[Dataset entries]
● ● ● ● ● ● ●
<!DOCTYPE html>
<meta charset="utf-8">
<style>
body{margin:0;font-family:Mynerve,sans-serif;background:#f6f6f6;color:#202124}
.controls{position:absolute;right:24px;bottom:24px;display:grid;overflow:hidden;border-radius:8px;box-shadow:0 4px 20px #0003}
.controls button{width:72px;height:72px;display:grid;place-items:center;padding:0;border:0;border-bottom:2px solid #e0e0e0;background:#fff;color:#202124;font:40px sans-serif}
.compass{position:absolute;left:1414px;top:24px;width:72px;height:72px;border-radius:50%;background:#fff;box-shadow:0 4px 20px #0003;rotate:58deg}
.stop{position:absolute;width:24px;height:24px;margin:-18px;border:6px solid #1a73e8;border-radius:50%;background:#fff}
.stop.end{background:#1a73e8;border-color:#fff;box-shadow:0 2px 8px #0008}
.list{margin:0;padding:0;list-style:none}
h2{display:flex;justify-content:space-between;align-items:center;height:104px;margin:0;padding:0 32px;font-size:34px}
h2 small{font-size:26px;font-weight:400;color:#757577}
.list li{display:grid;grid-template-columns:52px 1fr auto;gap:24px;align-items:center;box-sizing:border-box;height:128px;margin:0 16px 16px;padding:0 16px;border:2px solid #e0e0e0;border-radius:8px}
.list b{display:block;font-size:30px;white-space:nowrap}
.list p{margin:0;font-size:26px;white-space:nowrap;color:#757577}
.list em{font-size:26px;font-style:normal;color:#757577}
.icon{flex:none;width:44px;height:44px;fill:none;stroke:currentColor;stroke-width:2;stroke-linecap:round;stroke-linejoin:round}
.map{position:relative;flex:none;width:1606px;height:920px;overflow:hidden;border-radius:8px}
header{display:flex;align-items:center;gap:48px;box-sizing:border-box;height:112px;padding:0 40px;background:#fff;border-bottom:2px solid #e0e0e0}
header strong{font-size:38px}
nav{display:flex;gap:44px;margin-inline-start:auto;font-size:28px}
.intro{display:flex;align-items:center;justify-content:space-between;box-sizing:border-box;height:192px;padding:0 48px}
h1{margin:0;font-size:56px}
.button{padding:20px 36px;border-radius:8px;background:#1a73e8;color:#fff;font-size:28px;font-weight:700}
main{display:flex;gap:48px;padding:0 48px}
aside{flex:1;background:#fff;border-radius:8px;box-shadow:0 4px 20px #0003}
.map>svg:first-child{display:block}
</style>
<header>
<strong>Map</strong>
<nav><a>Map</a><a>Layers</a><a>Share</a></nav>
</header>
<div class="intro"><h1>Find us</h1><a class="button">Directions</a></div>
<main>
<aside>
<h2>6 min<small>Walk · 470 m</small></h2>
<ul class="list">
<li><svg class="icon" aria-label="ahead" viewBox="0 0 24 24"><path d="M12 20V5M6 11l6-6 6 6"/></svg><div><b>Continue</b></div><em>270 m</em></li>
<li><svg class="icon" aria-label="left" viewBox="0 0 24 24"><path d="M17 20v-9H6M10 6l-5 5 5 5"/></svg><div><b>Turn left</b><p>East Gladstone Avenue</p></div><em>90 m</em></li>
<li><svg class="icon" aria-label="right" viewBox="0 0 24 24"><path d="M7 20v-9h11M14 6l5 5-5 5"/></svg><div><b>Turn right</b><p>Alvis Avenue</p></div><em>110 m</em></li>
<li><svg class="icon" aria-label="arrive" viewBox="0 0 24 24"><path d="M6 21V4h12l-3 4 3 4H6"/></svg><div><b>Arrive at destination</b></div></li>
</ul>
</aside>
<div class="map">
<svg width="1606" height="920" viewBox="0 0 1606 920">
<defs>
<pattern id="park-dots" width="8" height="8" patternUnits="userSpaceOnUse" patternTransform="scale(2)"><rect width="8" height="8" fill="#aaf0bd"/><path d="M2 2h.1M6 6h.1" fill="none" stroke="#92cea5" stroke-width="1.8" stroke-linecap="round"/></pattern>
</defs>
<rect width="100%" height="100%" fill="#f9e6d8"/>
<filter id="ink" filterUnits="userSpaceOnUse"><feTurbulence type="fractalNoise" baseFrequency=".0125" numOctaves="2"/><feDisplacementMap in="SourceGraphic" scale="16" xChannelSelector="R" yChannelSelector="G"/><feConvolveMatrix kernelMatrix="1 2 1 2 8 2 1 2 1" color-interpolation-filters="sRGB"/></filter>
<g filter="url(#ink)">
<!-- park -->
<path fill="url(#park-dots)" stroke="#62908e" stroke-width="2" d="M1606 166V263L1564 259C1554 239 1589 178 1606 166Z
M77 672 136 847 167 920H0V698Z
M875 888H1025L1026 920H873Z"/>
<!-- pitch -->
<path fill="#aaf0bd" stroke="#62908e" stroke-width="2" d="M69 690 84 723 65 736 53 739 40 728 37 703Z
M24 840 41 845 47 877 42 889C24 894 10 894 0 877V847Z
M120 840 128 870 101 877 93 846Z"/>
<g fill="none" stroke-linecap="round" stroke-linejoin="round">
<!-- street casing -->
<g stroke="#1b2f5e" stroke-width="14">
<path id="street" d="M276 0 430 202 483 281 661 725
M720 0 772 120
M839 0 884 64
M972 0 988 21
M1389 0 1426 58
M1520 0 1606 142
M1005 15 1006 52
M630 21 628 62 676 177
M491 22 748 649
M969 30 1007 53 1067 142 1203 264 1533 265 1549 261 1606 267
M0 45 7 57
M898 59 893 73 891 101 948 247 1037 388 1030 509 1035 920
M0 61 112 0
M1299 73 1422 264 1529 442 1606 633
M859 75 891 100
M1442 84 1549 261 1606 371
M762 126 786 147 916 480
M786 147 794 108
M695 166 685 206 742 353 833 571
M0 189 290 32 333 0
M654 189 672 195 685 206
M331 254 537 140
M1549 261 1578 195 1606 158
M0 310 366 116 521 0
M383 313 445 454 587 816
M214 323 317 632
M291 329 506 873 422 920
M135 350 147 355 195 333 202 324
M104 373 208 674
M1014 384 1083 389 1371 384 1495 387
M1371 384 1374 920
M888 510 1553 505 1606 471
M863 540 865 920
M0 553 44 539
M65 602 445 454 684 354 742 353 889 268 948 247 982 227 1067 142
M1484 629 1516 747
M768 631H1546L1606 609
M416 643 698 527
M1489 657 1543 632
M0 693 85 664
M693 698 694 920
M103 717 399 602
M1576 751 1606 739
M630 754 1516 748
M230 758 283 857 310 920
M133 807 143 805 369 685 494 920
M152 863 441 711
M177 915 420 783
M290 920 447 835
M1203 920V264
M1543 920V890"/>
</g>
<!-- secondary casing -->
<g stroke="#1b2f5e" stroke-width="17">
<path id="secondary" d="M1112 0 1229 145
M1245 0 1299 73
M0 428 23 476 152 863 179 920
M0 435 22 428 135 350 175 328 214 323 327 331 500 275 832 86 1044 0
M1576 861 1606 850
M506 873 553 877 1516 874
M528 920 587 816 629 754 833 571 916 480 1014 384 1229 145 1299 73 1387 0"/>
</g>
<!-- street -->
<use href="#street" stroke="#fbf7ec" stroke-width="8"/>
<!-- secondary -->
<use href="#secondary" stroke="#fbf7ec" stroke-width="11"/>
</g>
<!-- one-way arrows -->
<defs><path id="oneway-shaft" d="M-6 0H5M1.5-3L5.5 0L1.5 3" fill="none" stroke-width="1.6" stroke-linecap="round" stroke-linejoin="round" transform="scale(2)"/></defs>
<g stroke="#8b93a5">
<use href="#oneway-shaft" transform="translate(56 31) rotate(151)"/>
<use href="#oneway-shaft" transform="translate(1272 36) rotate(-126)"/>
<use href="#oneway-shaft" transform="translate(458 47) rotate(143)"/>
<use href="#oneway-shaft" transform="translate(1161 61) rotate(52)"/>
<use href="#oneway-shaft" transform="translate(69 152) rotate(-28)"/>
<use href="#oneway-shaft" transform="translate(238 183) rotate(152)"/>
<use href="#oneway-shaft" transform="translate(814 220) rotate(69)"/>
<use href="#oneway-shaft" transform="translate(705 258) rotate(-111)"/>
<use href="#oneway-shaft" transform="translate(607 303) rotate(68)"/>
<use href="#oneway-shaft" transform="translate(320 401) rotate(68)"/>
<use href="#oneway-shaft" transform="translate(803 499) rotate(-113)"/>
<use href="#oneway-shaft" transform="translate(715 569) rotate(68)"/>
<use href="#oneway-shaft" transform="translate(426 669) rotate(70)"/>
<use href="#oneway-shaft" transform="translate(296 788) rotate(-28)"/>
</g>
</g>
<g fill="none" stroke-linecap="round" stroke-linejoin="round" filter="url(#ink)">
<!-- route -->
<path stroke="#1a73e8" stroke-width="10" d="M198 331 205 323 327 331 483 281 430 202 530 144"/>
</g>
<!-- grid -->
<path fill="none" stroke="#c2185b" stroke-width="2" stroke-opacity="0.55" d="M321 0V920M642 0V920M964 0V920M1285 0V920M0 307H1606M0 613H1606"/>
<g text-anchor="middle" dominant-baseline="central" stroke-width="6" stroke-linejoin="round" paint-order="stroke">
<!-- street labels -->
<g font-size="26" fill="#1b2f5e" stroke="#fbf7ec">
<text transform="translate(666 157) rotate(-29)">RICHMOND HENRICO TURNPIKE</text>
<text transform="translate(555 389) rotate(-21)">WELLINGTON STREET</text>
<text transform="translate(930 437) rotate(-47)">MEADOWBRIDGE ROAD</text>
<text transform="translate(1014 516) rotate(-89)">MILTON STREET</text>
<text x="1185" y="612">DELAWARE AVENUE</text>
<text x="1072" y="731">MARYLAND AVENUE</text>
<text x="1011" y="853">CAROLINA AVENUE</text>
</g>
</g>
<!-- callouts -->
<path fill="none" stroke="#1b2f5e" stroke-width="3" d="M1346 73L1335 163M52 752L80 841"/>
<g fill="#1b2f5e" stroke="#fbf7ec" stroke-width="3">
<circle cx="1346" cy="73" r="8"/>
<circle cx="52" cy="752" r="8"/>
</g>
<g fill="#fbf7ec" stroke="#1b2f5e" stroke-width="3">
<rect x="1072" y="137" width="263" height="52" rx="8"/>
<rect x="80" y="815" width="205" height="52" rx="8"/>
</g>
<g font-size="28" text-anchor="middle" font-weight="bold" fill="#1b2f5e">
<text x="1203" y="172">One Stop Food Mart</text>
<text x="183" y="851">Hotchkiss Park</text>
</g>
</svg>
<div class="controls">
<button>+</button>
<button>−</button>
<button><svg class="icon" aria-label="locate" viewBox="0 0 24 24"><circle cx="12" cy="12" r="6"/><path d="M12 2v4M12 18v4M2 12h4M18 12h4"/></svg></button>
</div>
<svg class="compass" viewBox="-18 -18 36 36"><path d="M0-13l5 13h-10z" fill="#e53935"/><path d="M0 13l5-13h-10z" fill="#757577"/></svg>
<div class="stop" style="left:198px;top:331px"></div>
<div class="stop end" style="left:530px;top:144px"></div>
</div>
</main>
● ● ● ● ● ● ●
What the task requires: Among the entries above, which lines include "middle"? List them all.

Result for this task:
<g text-anchor="middle" dominant-baseline="central" stroke-width="6" stroke-linejoin="round" paint-order="stroke">
<g font-size="28" text-anchor="middle" font-weight="bold" fill="#1b2f5e">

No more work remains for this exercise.